Follow the trail of crumbs...
...into the kitchens of Spain.
Leave it to the frugal Spaniards to elevate a simple dish of stale bread crumbs into the gastronomic stratosphere. Migas, the Spanish word for crumbs, is so beloved throughout much of Spain that the residents of Torrox, a town along the Costa del Sol in Andalucía, annually host a Fiesta de Migas that draws tens of thousands of people.
At its most basic, migas consists of leftover bread torn into small bits, slightly moistened with water, and then fried in olive oil with garlic and pimentón, the Spanish paprika. Every region seems to have its own variation on the theme, most of which call for the cook to add healthy doses of cured pork products, such as chorizo (dry-cured paprika-laced sausage), morcilla (blood sausage), jamón serrano, and bacon (hungry yet, Biggles?). The dish also often includes peppers and onions in the mix and, surprisingly, may be garnished with a handful of green grapes. Typically, migas serve as the base for one (or two) of the glorious fried eggs I recently wrote about. They can also be topped off by many other humble delicacies, including, I feel obligated to add, sardines.
This weekend, I made a dish of migas con huevos for my entry in the 25th edition of "Is My Blog Burning?," Give Us This Day Yesterday's Bread, hosted by Derrick of An Obsession with Food.
At the risk of sounding like a broken record, like all rustic, straightforward dishes, the key to making the most delicious rendition of migas con huevos resides in the quality of
your ingredients. Use the best available loaf of country bread, farm
fresh eggs, and, most importantly, authentic Spanish chorizo (in the US, there is only one brand, Palacios, available at specialty grocers and on line here and here), jamón serrano, and pimentón.
After N and I scooped up every last bite of our migas, we decided that the point of the humble main ingredient - day old bread - was to soak up every bit of precious pork fat that rendered out of the chorizo, jamón serrano and bacon in the dish. It was like breakfast hash, substituting bread crumbs for potatoes!

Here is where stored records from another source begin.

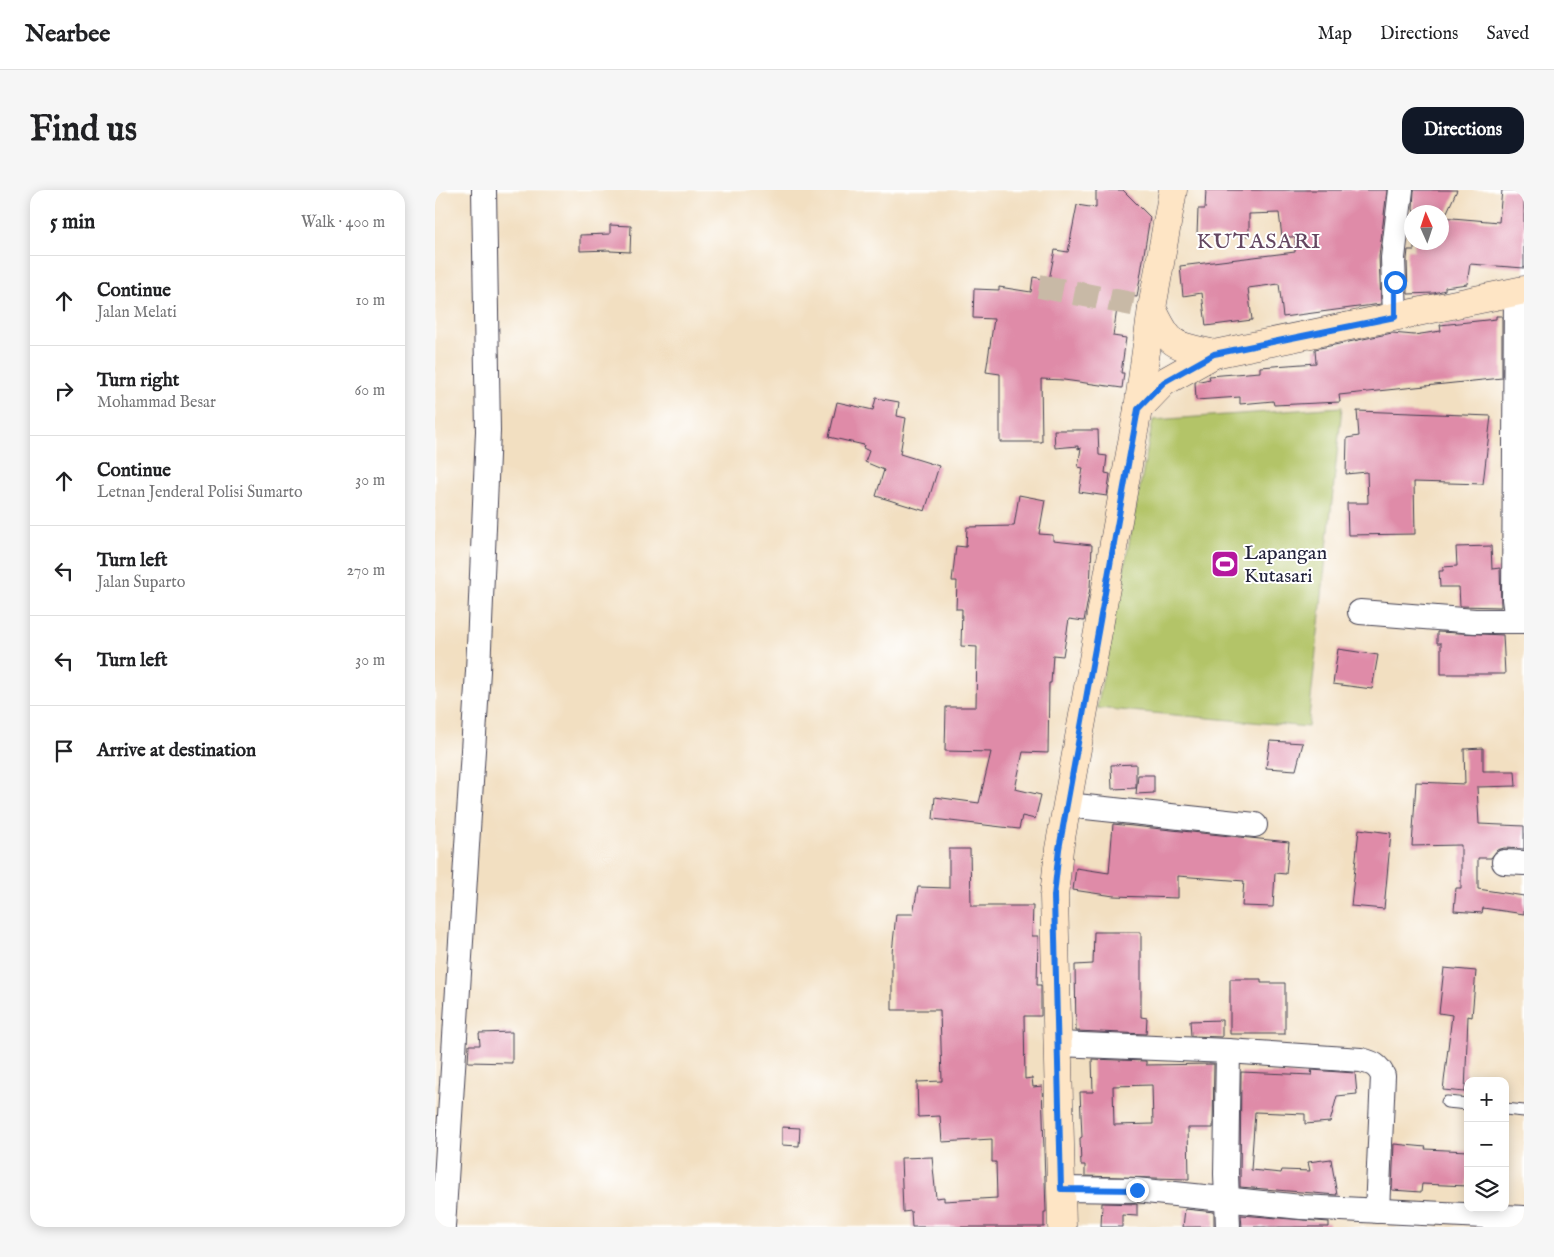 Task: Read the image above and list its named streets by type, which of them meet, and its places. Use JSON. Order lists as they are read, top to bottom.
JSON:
{
  "districts": ["KUTASARI"],
  "places": {
    "sports": ["Lapangan Kutasari"]
  },
  "north": "top",
  "page": {
    "header": "Nearbee",
    "nav": ["Map", "Directions", "Saved"],
    "buttons": "Directions",
    "title": "Find us",
    "heading": ["5 min", "Walk · 400 m"],
    "list": [
      ["Continue", "Jalan Melati", "10 m"],
      ["Turn right", "Mohammad Besar", "60 m"],
      ["Continue", "Letnan Jenderal Polisi Sumarto", "30 m"],
      ["Turn left", "Jalan Suparto", "270 m"],
      ["Turn left", "30 m"],
      "Arrive at destination"
    ],
    "map_buttons": ["+", "−"]
  }
} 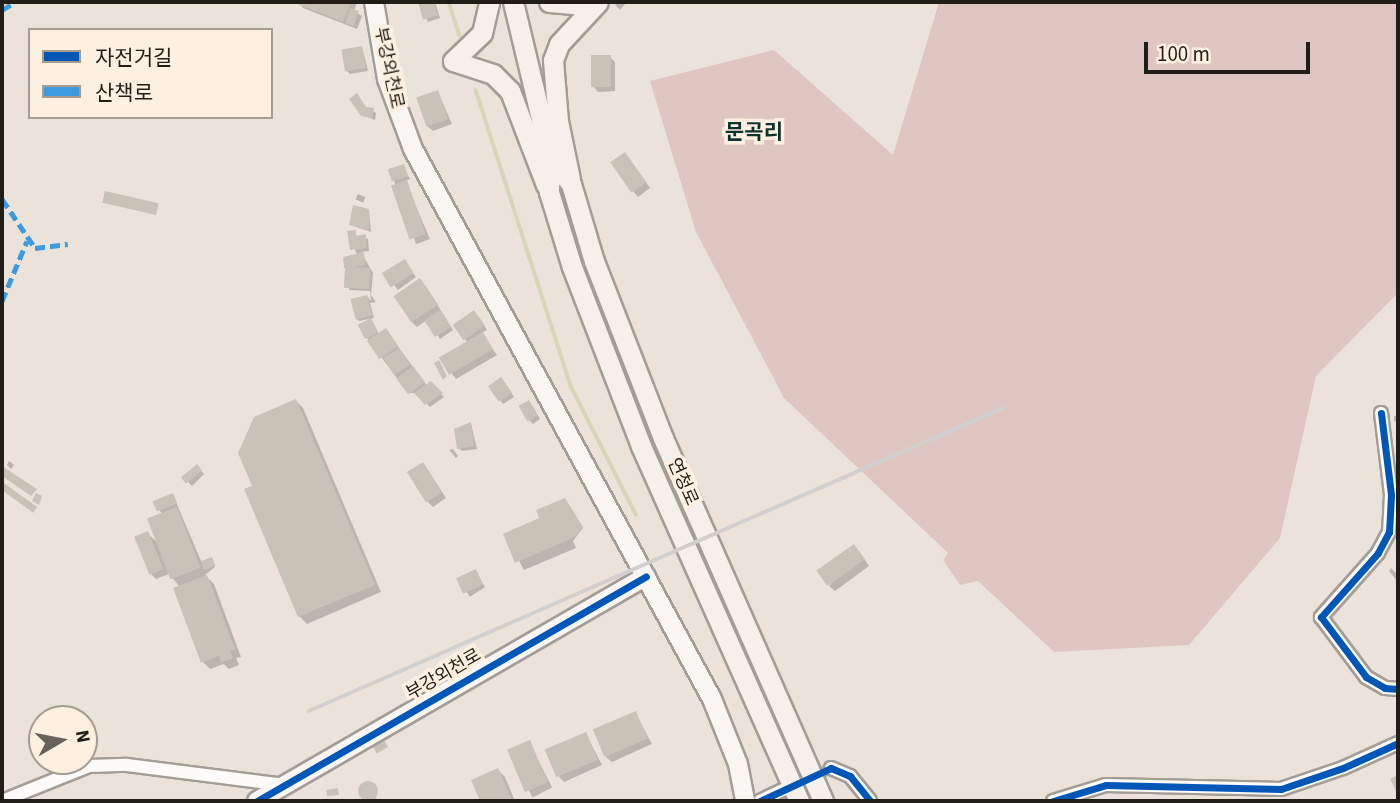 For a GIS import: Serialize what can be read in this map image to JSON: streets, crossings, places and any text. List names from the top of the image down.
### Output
{
  "streets": {
    "main road": ["부강외천로", "연청로"]
  },
  "districts": ["문곡리"],
  "legend": ["자전거길", "산책로"],
  "scale_bar": "100 m",
  "north": "right"
} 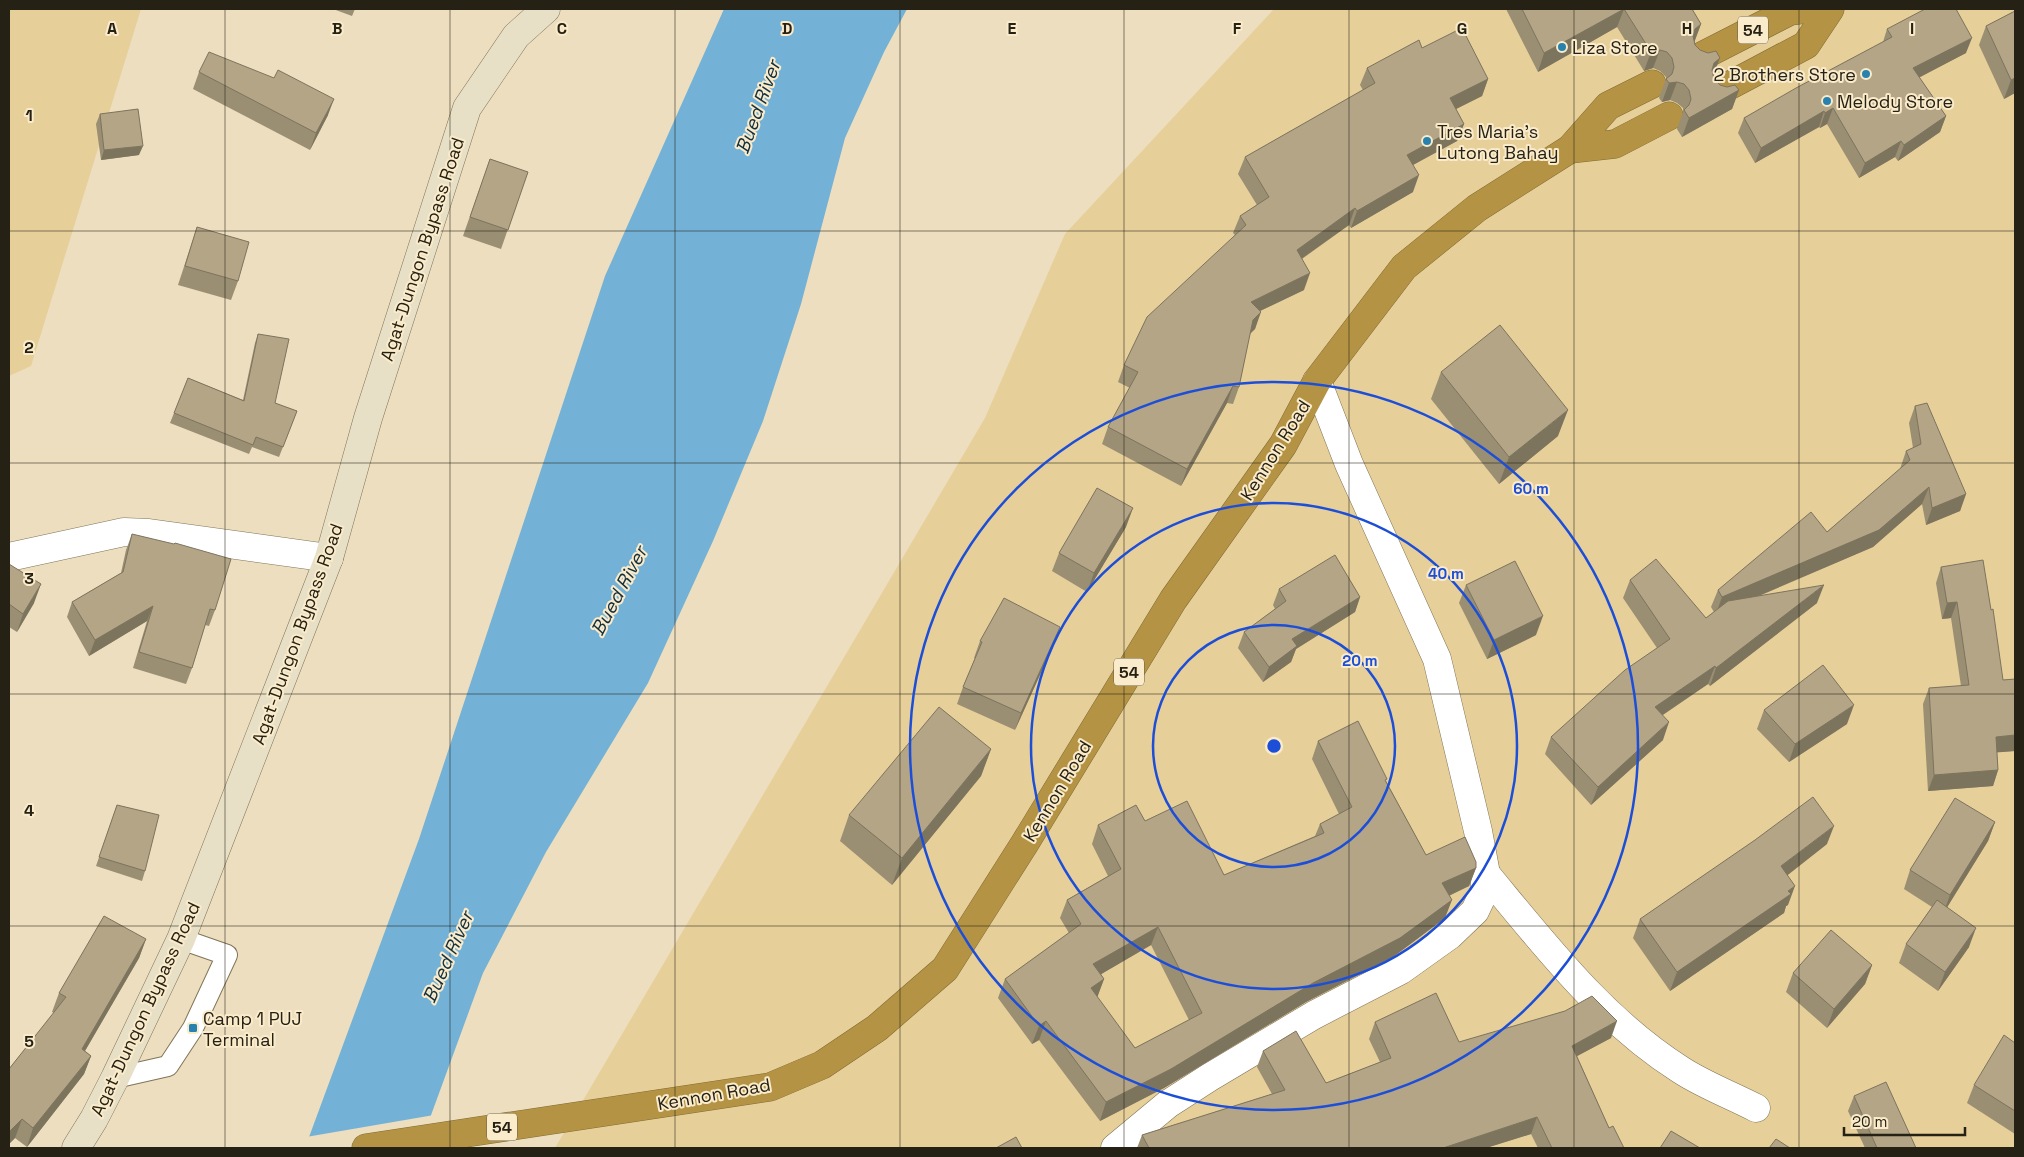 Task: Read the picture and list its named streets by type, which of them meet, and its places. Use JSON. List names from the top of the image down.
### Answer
{
  "streets": {
    "highway": ["54", "Kennon Road"],
    "street": ["Agat-Dungon Bypass Road"]
  },
  "water": ["Bued River"],
  "places": {
    "other": [
      "Liza Store",
      "2 Brothers Store",
      "Melody Store",
      "Tres Maria's Lutong Bahay"
    ],
    "transit": ["Camp 1 PUJ Terminal"]
  },
  "scale_bar": "20 m",
  "grid": {
    "columns": [
      "A",
      "B",
      "C",
      "D",
      "E",
      "F",
      "G",
      "H",
      "I"
    ],
    "rows": [
      "1",
      "2",
      "3",
      "4",
      "5"
    ]
  },
  "rings": ["60 m", "40 m", "20 m"]
} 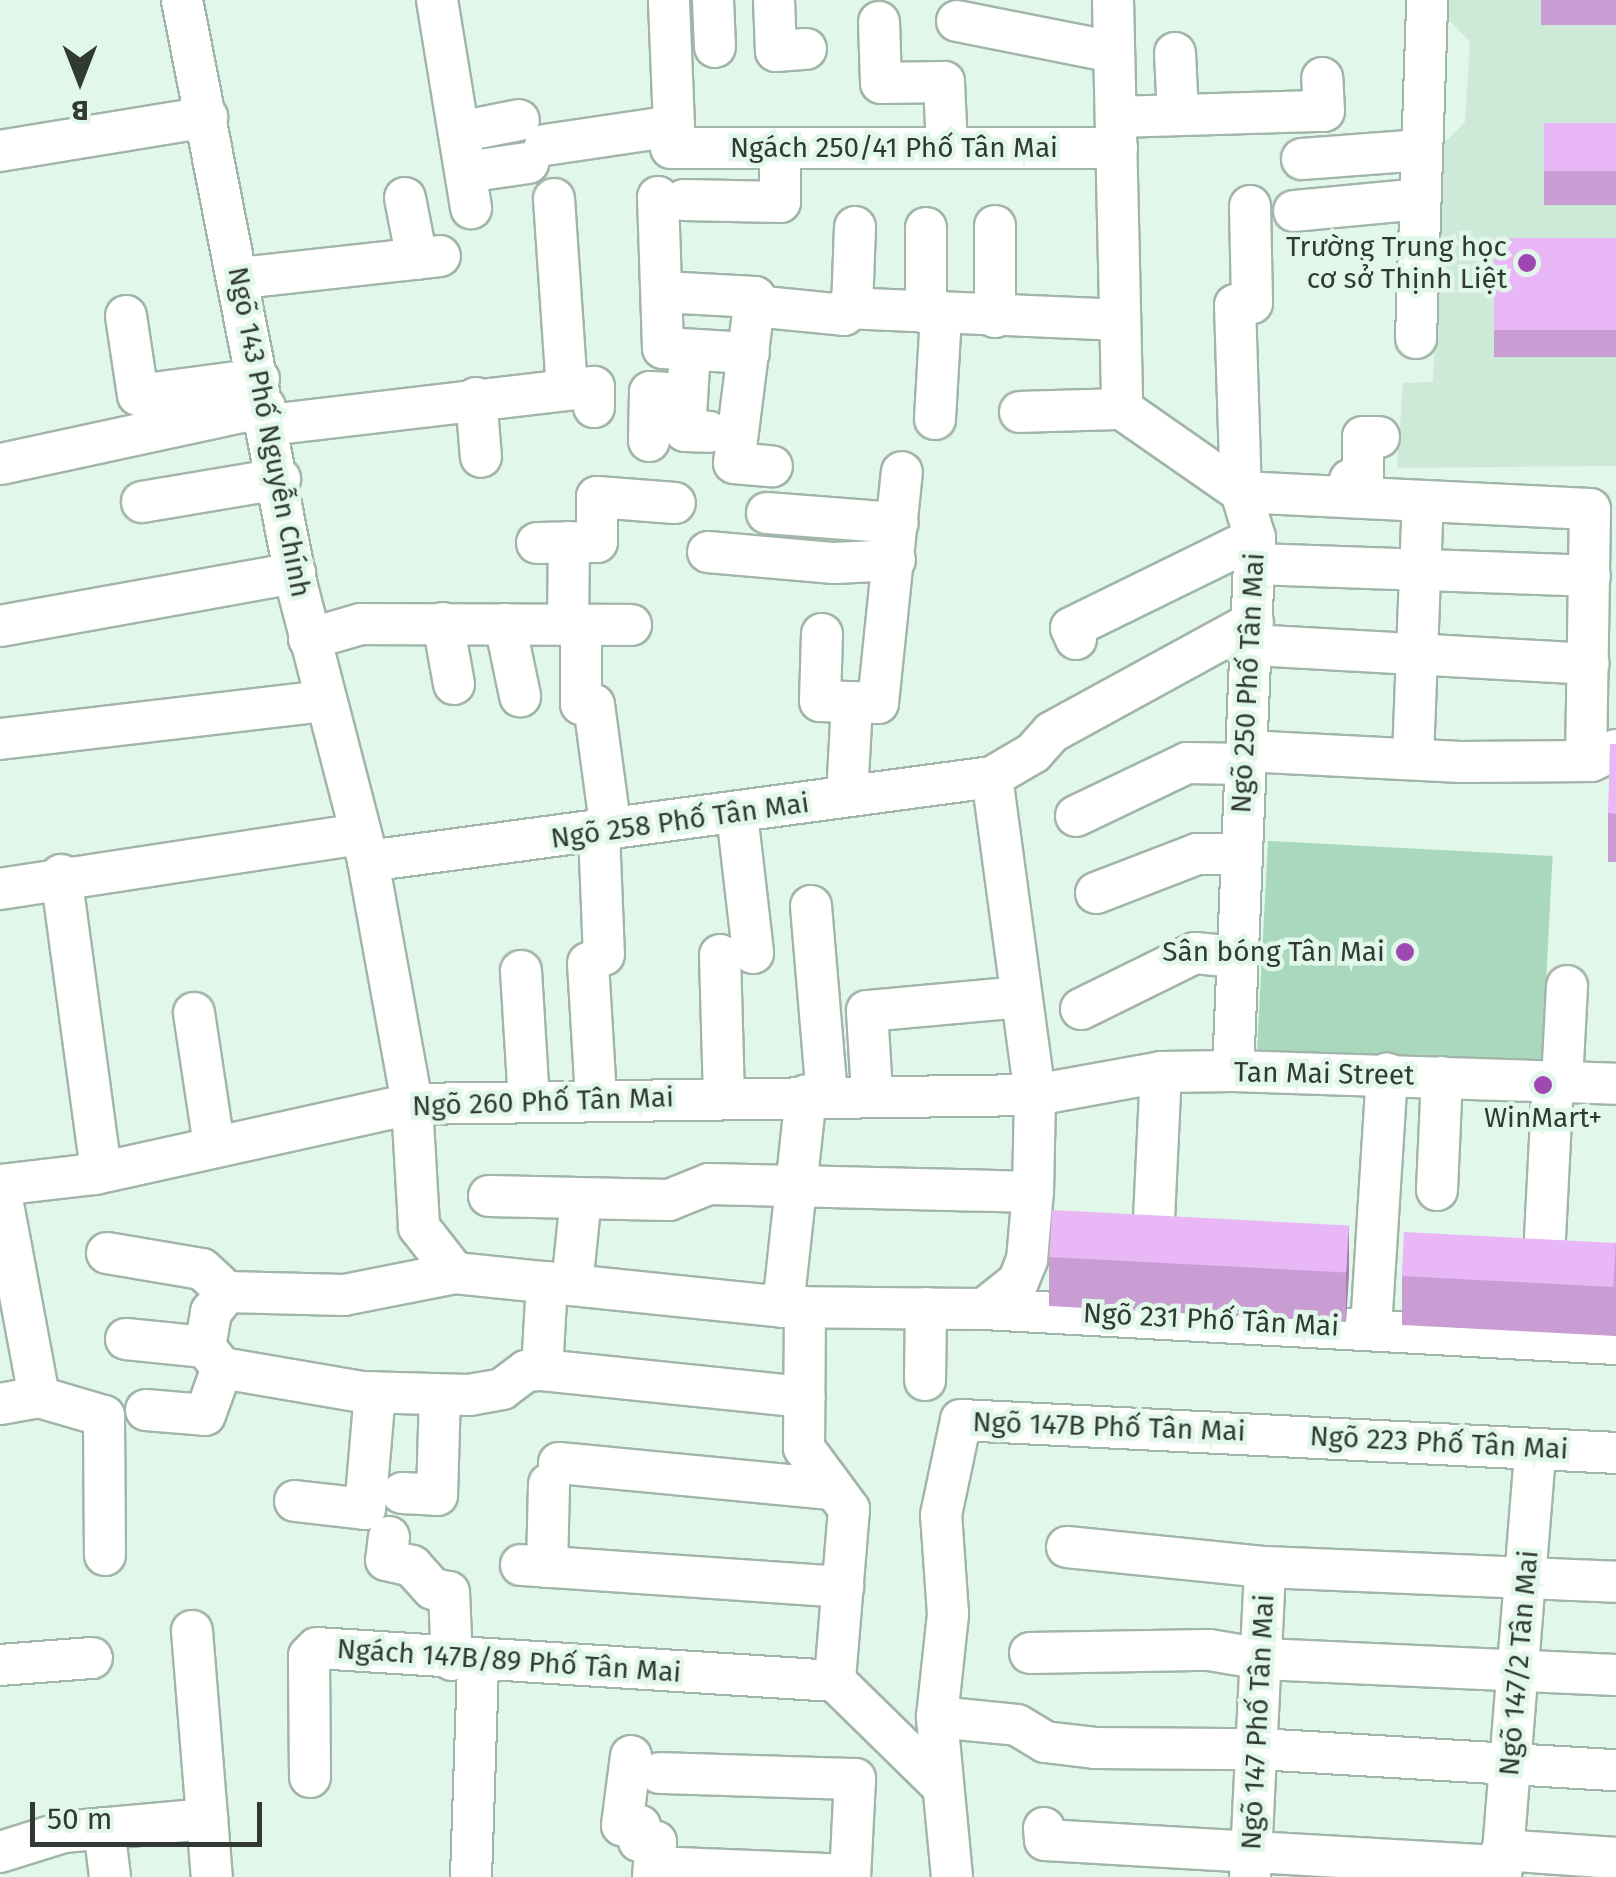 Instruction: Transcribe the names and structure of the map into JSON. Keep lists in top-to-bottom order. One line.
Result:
{"streets":{"street":["Ngách 250/41 Phố Tân Mai","Ngõ 143 Phố Nguyễn Chính","Ngõ 250 Phố Tân Mai","Ngõ 258 Phố Tân Mai","Tan Mai Street","Ngõ 260 Phố Tân Mai","Ngõ 231 Phố Tân Mai","Ngõ 147B Phố Tân Mai","Ngõ 223 Phố Tân Mai","Ngách 147B/89 Phố Tân Mai","Ngõ 147/2 Tân Mai","Ngõ 147 Phố Tân Mai"]},"crossings":[["Ngõ 143 Phố Nguyễn Chính","Ngõ 258 Phố Tân Mai"],["Ngõ 143 Phố Nguyễn Chính","Ngõ 260 Phố Tân Mai"],["Ngõ 143 Phố Nguyễn Chính","Ngõ 231 Phố Tân Mai"],["Ngõ 250 Phố Tân Mai","Ngõ 258 Phố Tân Mai"],["Ngõ 250 Phố Tân Mai","Tan Mai Street"],["Tan Mai Street","Ngõ 260 Phố Tân Mai"],["Ngõ 147B Phố Tân Mai","Ngõ 223 Phố Tân Mai"],["Ngõ 223 Phố Tân Mai","Ngõ 147/2 Tân Mai"]],"places":["Trường Trung học cơ sở Thịnh Liệt","Sân bóng Tân Mai","WinMart+"],"scale_bar":"50 m","north":"bottom"}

No wonder that I was surprised, then, to read that the dish seems to have originated with the Moors, the Muslim occupiers of the Iberian peninsula from the eighth to the fifteenth century. From what I read, it seems that buried beneath the avalanche of pork bits, migas shares a common, if distant, ancestor with North African couscous, steamed semolina.
Regardless of its mysterious beginnings, today a hearty plateful of migas con huevos will load you up with enough calories to keep you going out in the vineyards all day. If you won't be working the fields, you can reduce the fat somewhat (such as by poaching the eggs, as I did), but you lose some of the authentic flavor that makes this belly-buster so quintessentially Castillian. Spoil yourself and eat it for brunch or lunch on a special occasion. Next birthday or anniversary, skip the foie gras, oysters, and caviar, and beg for a plate overflowing with migas con huevos!